If `(p^(2) + 2)x^(2) + 2p^(2)x + (p^(2) - 4) = 0` has roots of opposite sign, then find the range of p.

To solve the problem, we need to determine the range of \( p \) for which the quadratic equation \[ (p^2 + 2)x^2 + (2p^2)x + (p^2 - 4) = 0 \] has roots of opposite signs. ### Step-by-Step Solution: 1. **Identify the coefficients**: The quadratic equation can be expressed in the standard form \( ax^2 + bx + c = 0 \), where: - \( a = p^2 + 2 \) - \( b = 2p^2 \) - \( c = p^2 - 4 \) 2. **Condition for opposite sign roots**: For the roots of the quadratic to be of opposite signs, the product of the roots must be negative.
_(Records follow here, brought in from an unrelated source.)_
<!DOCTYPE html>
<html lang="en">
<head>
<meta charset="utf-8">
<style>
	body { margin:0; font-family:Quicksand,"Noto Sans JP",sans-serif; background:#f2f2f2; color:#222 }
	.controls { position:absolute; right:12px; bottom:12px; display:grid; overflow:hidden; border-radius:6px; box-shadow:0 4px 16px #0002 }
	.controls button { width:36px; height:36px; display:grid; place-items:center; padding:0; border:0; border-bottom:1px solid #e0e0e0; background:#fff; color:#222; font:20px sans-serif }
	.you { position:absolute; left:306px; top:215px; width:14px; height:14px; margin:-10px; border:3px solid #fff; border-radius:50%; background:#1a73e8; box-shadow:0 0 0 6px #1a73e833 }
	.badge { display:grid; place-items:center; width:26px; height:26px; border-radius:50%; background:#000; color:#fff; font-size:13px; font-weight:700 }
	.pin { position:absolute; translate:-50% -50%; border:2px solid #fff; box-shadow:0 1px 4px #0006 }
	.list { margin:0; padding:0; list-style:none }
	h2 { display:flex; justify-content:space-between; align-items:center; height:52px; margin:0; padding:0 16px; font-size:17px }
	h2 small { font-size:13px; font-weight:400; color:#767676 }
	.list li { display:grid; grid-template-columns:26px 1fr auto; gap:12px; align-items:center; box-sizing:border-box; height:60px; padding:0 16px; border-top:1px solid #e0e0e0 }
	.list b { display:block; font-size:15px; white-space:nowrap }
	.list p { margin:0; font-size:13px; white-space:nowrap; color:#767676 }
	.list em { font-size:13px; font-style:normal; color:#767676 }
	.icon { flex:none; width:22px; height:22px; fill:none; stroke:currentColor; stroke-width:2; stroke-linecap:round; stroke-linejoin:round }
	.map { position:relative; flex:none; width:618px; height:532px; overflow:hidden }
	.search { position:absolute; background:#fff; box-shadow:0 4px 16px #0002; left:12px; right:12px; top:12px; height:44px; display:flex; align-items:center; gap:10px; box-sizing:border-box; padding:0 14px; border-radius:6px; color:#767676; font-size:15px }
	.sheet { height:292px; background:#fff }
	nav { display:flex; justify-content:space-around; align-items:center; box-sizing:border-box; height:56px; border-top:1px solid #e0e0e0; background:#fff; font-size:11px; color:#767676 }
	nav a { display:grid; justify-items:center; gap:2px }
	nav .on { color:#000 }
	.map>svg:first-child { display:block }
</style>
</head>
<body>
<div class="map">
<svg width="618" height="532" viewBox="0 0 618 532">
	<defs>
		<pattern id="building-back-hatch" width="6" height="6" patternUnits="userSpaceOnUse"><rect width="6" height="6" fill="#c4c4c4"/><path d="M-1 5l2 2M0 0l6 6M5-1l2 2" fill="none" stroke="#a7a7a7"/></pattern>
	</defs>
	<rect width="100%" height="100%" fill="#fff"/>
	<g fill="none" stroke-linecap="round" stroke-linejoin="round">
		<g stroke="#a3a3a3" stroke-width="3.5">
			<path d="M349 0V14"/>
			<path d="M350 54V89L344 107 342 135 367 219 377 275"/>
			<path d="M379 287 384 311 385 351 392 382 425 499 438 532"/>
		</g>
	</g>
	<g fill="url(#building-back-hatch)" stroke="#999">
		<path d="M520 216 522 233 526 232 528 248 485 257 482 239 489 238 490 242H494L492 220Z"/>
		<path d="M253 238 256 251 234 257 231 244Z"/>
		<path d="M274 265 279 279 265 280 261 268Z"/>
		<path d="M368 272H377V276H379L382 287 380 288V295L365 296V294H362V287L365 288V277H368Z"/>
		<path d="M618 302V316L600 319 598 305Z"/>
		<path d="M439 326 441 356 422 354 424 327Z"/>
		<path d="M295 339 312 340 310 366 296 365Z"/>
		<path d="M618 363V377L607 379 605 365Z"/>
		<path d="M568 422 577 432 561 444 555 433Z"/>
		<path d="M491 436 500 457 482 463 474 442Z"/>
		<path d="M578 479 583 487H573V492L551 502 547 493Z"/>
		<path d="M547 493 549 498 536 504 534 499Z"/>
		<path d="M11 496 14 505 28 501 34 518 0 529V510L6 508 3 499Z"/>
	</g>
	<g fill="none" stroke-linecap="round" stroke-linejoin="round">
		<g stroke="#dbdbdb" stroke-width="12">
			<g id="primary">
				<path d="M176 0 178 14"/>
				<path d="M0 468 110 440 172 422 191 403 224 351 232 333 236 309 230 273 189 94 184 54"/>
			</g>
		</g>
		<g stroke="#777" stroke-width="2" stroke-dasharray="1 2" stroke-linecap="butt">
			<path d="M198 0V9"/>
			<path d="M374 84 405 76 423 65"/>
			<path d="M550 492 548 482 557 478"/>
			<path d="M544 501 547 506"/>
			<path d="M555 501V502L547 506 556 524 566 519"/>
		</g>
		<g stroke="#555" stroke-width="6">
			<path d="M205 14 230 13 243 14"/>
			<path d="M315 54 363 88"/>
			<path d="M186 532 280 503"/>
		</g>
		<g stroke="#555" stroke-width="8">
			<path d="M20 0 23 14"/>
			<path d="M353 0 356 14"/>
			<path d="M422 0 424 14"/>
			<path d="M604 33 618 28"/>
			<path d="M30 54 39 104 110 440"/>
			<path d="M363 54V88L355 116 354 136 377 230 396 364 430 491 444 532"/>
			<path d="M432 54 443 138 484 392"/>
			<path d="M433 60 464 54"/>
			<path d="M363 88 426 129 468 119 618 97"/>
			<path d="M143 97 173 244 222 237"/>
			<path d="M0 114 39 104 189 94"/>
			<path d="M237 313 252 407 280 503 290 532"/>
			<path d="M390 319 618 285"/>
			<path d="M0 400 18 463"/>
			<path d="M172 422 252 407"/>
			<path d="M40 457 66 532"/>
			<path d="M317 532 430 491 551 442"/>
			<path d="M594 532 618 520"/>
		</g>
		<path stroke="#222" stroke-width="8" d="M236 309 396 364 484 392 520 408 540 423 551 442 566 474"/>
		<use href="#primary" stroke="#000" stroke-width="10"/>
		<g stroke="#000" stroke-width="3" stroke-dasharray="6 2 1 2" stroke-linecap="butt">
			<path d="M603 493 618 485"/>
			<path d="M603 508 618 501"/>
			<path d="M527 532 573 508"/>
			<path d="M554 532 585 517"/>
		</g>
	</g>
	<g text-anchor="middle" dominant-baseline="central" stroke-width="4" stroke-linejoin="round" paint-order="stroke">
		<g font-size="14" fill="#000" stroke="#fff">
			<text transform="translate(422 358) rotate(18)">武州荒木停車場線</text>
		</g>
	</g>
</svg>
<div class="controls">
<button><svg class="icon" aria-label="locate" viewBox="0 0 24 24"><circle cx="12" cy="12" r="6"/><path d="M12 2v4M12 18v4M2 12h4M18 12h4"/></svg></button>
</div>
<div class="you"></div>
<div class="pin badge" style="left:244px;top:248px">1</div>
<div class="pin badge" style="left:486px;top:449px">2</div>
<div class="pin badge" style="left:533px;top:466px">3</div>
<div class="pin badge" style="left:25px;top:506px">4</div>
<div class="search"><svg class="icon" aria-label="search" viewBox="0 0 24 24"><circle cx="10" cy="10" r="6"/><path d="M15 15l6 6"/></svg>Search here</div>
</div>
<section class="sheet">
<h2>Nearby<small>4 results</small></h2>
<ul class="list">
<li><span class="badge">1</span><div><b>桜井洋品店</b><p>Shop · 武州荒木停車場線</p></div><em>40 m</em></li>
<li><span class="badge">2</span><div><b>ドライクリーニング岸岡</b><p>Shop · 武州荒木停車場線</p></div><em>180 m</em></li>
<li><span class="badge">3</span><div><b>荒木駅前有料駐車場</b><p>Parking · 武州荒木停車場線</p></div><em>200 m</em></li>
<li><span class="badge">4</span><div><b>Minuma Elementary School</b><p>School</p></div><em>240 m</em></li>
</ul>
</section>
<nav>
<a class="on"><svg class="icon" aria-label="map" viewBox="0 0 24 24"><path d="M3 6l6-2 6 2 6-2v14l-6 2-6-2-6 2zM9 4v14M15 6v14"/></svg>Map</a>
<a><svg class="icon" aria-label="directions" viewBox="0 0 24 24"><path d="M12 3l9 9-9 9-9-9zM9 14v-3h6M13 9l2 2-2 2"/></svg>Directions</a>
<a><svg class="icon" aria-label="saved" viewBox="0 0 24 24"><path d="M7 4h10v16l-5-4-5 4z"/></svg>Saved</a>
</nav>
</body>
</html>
The product of the roots can be given by the formula \( \frac{c}{a} \). Therefore, we need: \[ \frac{c}{a} < 0 \] This translates to: \[ \frac{p^2 - 4}{p^2 + 2} < 0 \] 3. **Analyze the inequality**: The inequality \( \frac{p^2 - 4}{p^2 + 2} < 0 \) implies that the numerator and denominator must have opposite signs. - The denominator \( p^2 + 2 \) is always positive since \( p^2 \) is non-negative and adding 2 keeps it positive. - Therefore, we need the numerator \( p^2 - 4 \) to be negative: \[ p^2 - 4 < 0 \] 4. **Solve the inequality**: Rearranging the inequality gives: \[ p^2 < 4 \] Taking the square root of both sides results in: \[ -2 < p < 2 \] 5. **Conclusion**: The range of \( p \) for which the quadratic equation has roots of opposite signs is: \[ p \in (-2, 2) \] ### Final Answer: The range of \( p \) is \( (-2, 2) \).